Enter has a pretty clear motivation, and what he does doesn't actually violate his motivations in the show's first half. Nothing about it is illogical, actually, except the parts that the show kept off-camera. That's why I think even the show's creators knew it was a kludge, but went ahead with it anyway because they thought they could make it work.

Enter wants to be the perfect human. It would make sense for him to pick a human that has superhuman abilities and is able to think under pressure; Hiromu. In addition to his powers, Enter wanted Red’s emotions and feelings so that is why Enter picked him.

Yeah, but the other two also have superhuman abilities and emotions and feelings? There's no reason to assume Hiromu is better except that he's Red, and in Sentai, Red is Strongest.

The build-up was that they DID kill Escape; Enter just got a back-up of her. Then, it switched over to how the Busters deal with Escape when her backup was corrupted and she was uncontrollable at the end.

Man, no. In fiction, you have not actually killed a character if said character not only comes back the next episode, but comes back completely unchanged. Enter and Escape return perfectly intact way too many friggin' times before the plot about Escape getting corrupted gets started. You end up with a show where the heroes look like they beat the villains a half-dozen times except, ha ha, they didn't.
 
Escape only came back while Messiah was still active no? To me it felt like Escape became weak to being killed when the Go-Busters destroyed Messiah the first time, then she got absorbed by Messiah when he came back incomplete so there was no way for her to be separated.
 
I'd say the biggest problem of Go-Busters is that after around BeetBuster and StagBuster joins the team, the show simply stopped being the intense and dramatic show it set out to do.

People here say that Wizard wastes it's potential by not doing what it set out to do, but that's just hogwash based partially on unreasonable audience expectation tha anything.
Go-Busters was pretty clear from the beginning to be this new exciting thing and for a while was very much so. The Showa-esque setup was nice, the characters seemed interesting, the drama had great potential, the villains were the most intimidating Super Sentai has had in a while, and the implications of further focus on the maintanence crew and personel behind-the-scenes is great.

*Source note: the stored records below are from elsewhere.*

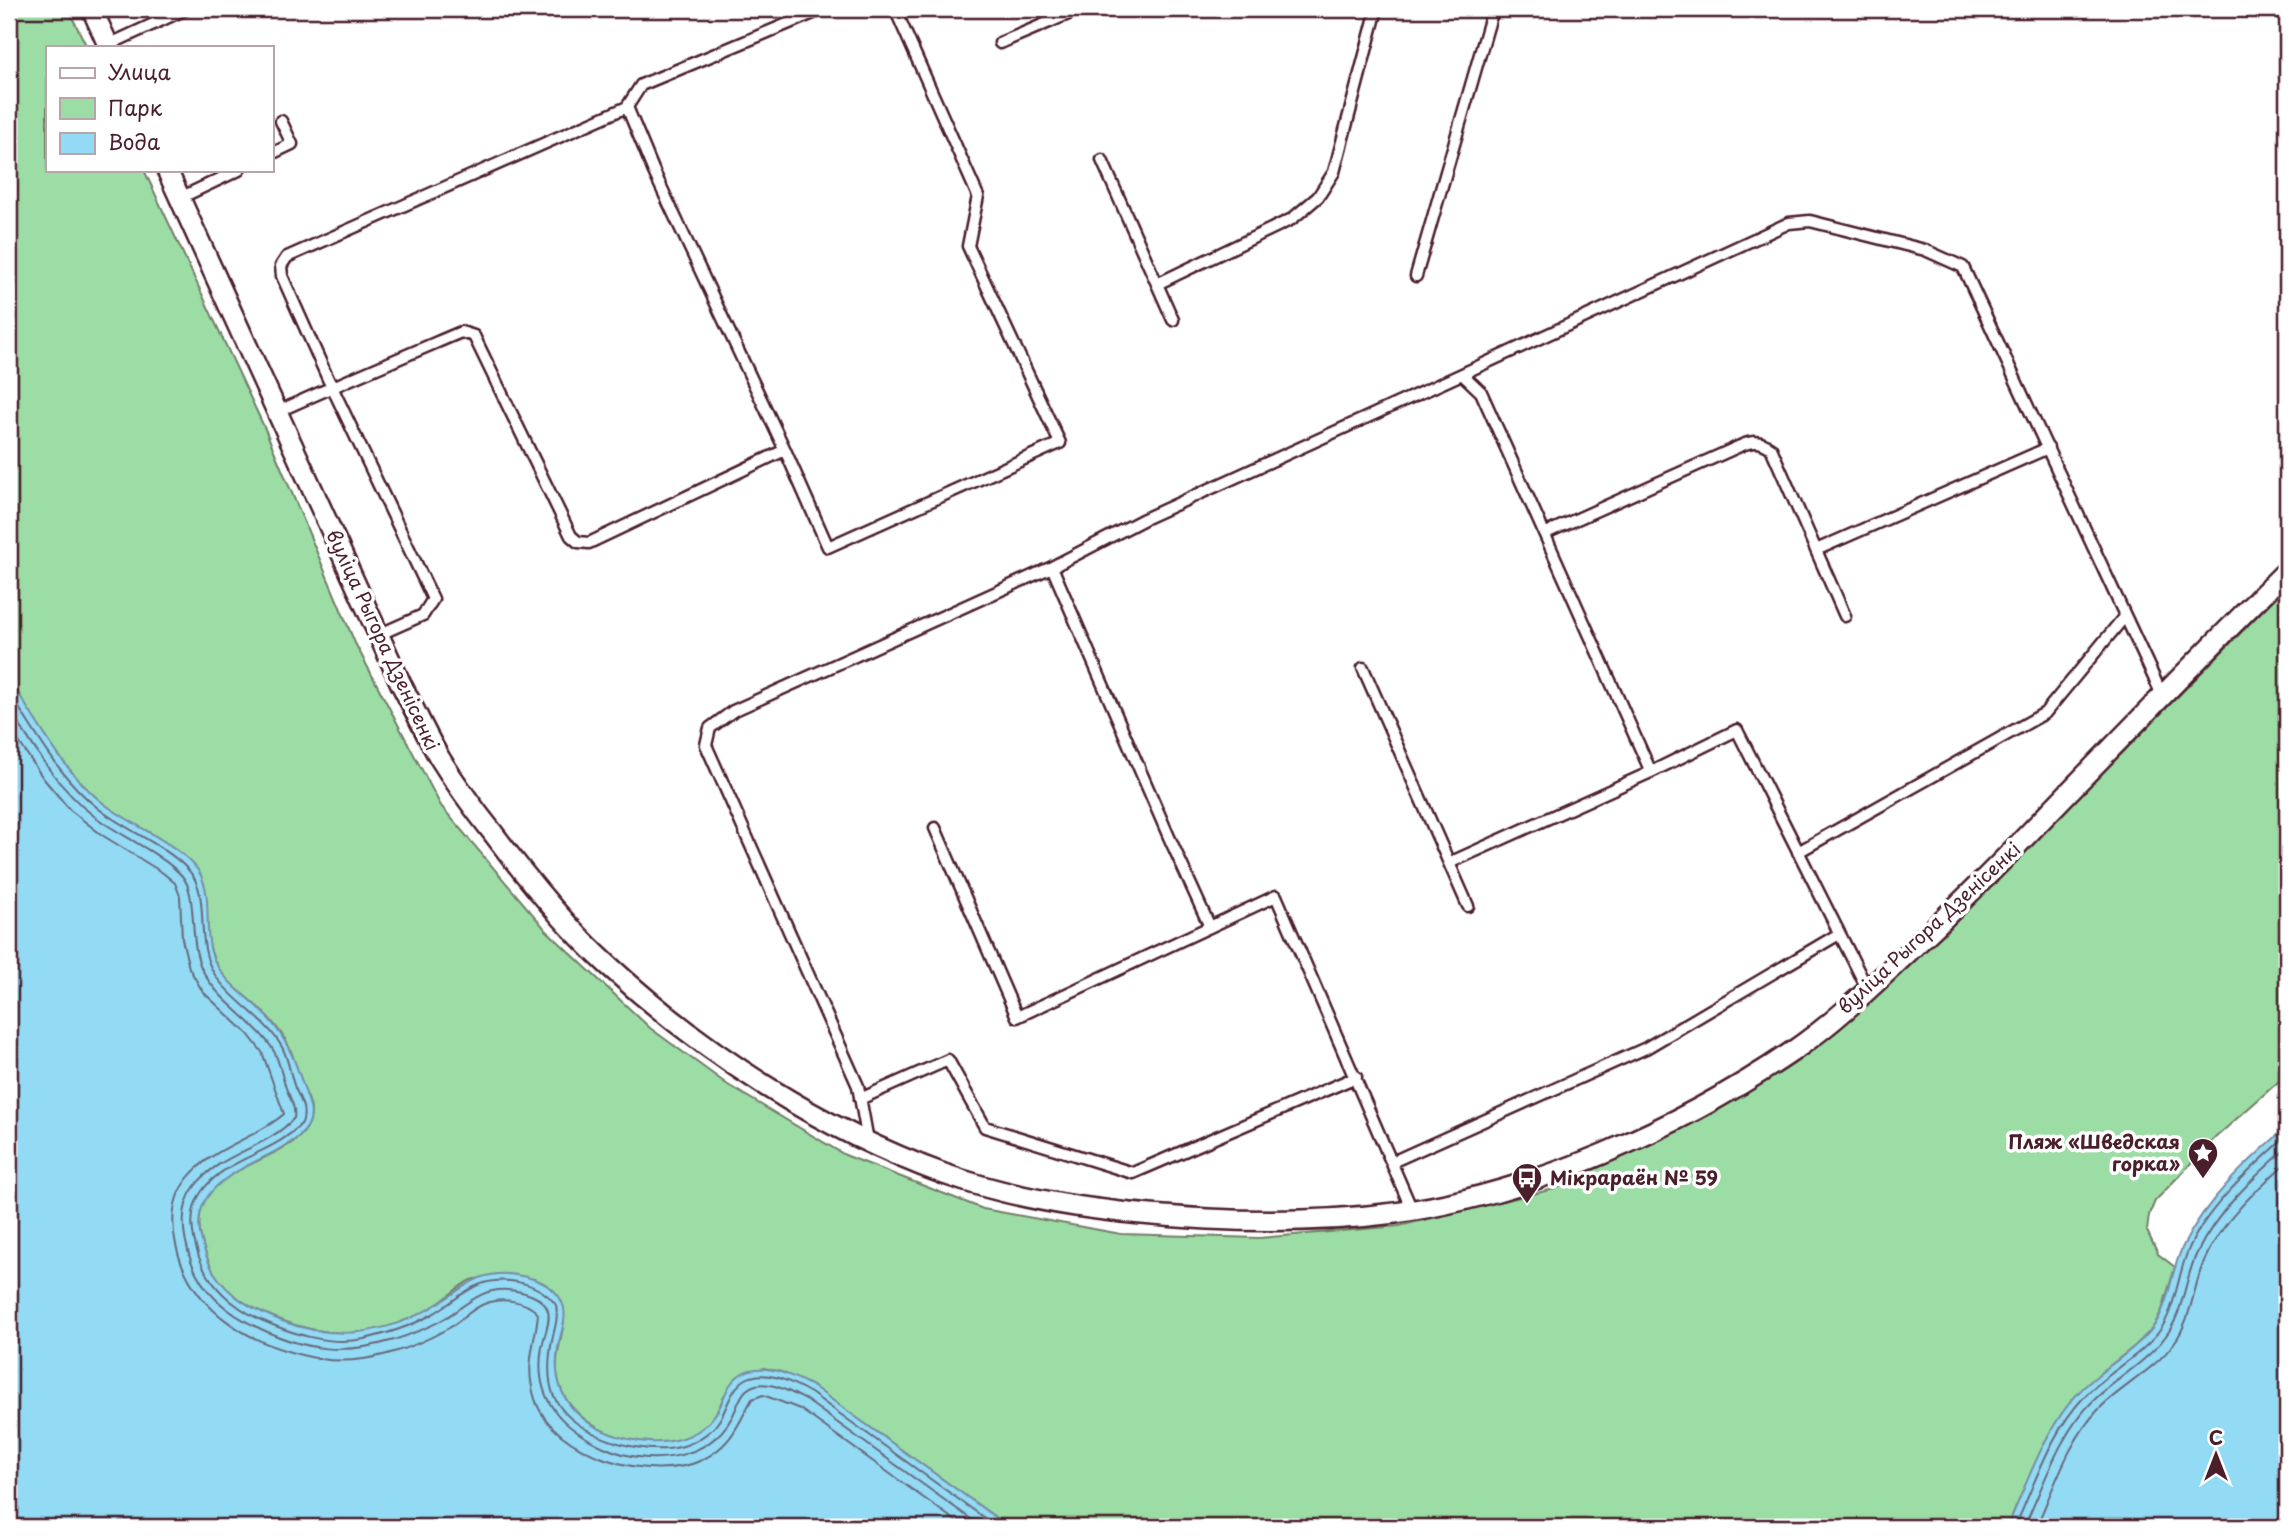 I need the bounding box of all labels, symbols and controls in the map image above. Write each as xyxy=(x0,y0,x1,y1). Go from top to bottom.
legend xyxy=(46,46,273,172)
text: Улица xyxy=(108,55,171,87)
text: Парк xyxy=(108,91,163,123)
text: Вода xyxy=(108,125,160,157)
street label: вуліца Рыгора Дзенісенкі xyxy=(320,524,448,755)
street label: вуліца Рыгора Дзенісенкі xyxy=(1831,835,2026,1020)
place label: Пляж «Шведская горка» xyxy=(2008,1127,2180,1177)
place icon: Пляж «Шведская горка» xyxy=(2186,1136,2220,1180)
bus stop icon: Мікрараён № 59 xyxy=(1510,1161,1544,1205)
place label: Мікрараён № 59 xyxy=(1550,1163,1718,1191)
north arrow xyxy=(2180,1420,2250,1490)
text: С xyxy=(2209,1423,2223,1451)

But unfortunately, due to horrible timing with real-life events not unlike what happened with Ohranger and the radical mood whiplash from the more lighter and excessively comedic Gokaiger, the show had to be retooled.

And as yet another showcase of how Toei's retools almost never ever, ever work, the show was gutted of those elements. As Lynxara pointed out, what left out were characters from a different kind of show.
It really isn't the characters' or actors' fault, but because they are now taken out of the grittier show promised, so calling them boring or bland is really just pointing out the symptom of a larger disease.

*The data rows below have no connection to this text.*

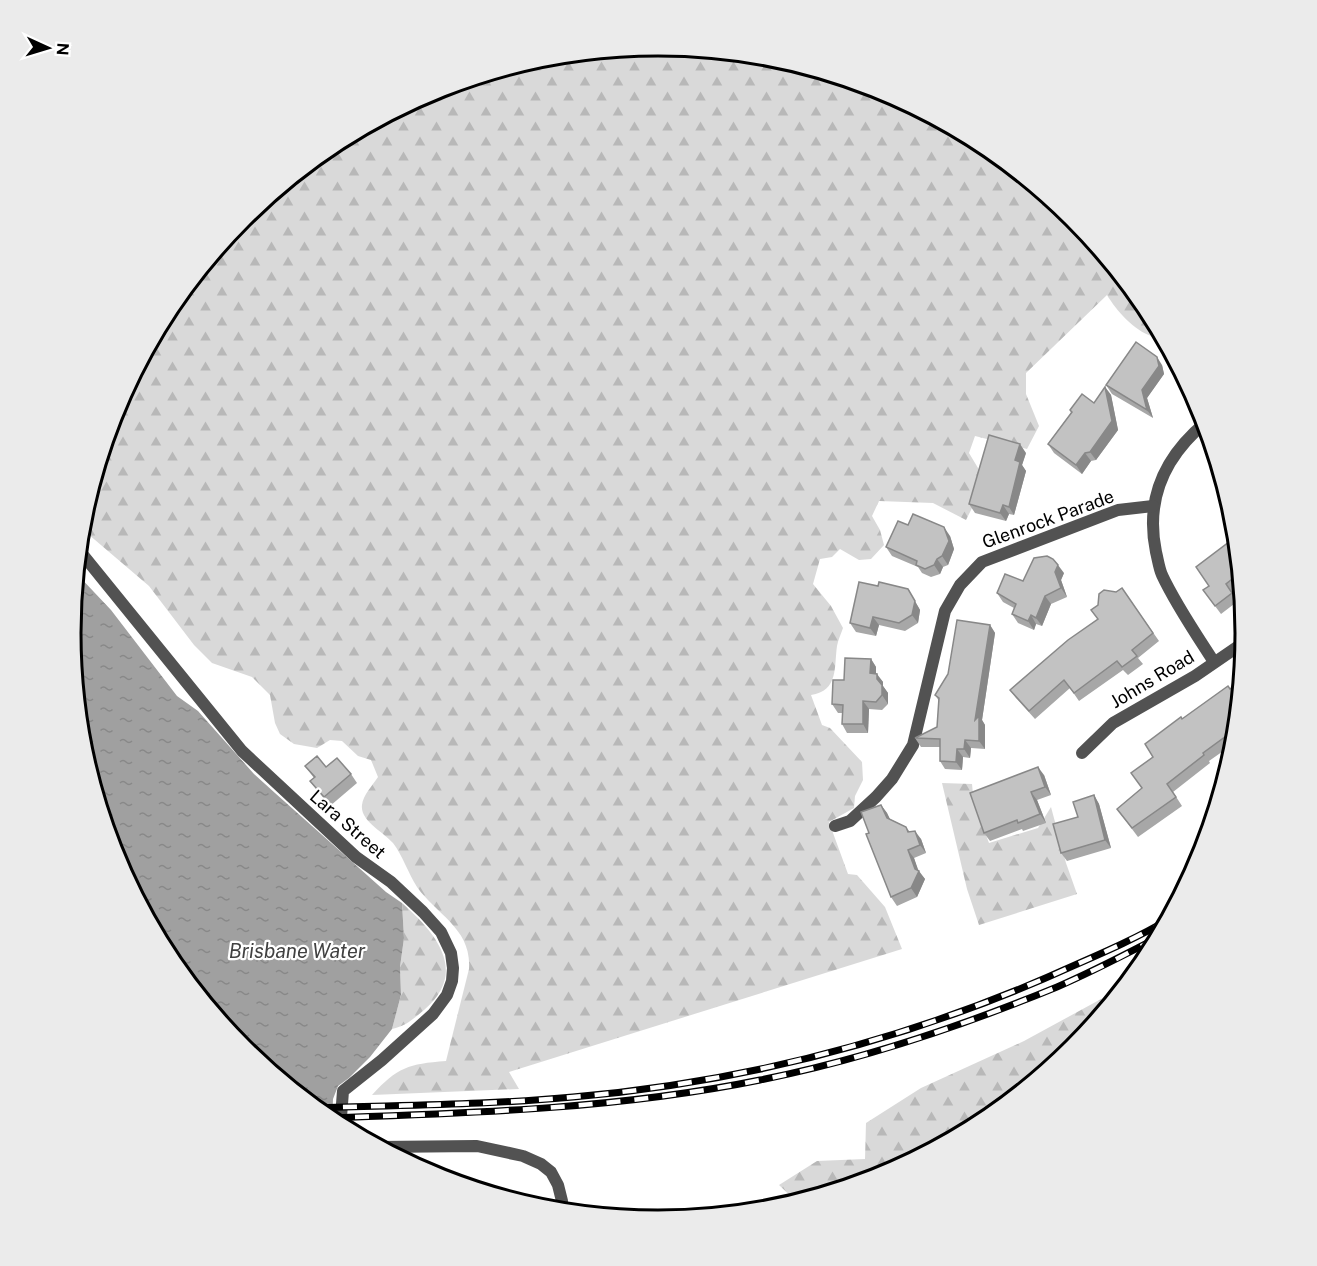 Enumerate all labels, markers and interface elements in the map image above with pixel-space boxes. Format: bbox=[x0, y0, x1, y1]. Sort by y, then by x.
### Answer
north arrow bbox=[18, 18, 78, 78]
text: N bbox=[53, 42, 72, 56]
street label: Glenrock Parade bbox=[979, 485, 1117, 553]
street label: Johns Road bbox=[1106, 646, 1198, 712]
street label: Lara Street bbox=[306, 785, 390, 863]
water label: Brisbane Water bbox=[229, 939, 366, 963]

This is not helped by a story without any aim whatsoever. Plot awkwardly stumpled into the mid-season climax without any of the necesarry motions before it, which then gets replaced with the most transparent Gotta Catch 'Em All MacGuffin hunt in tokusatsu.

In summary, Go-Busters stopped being Go-Busters in the first quarter of it's run and got replaced by a mere husk, a shade of what Go-Busters was going to be.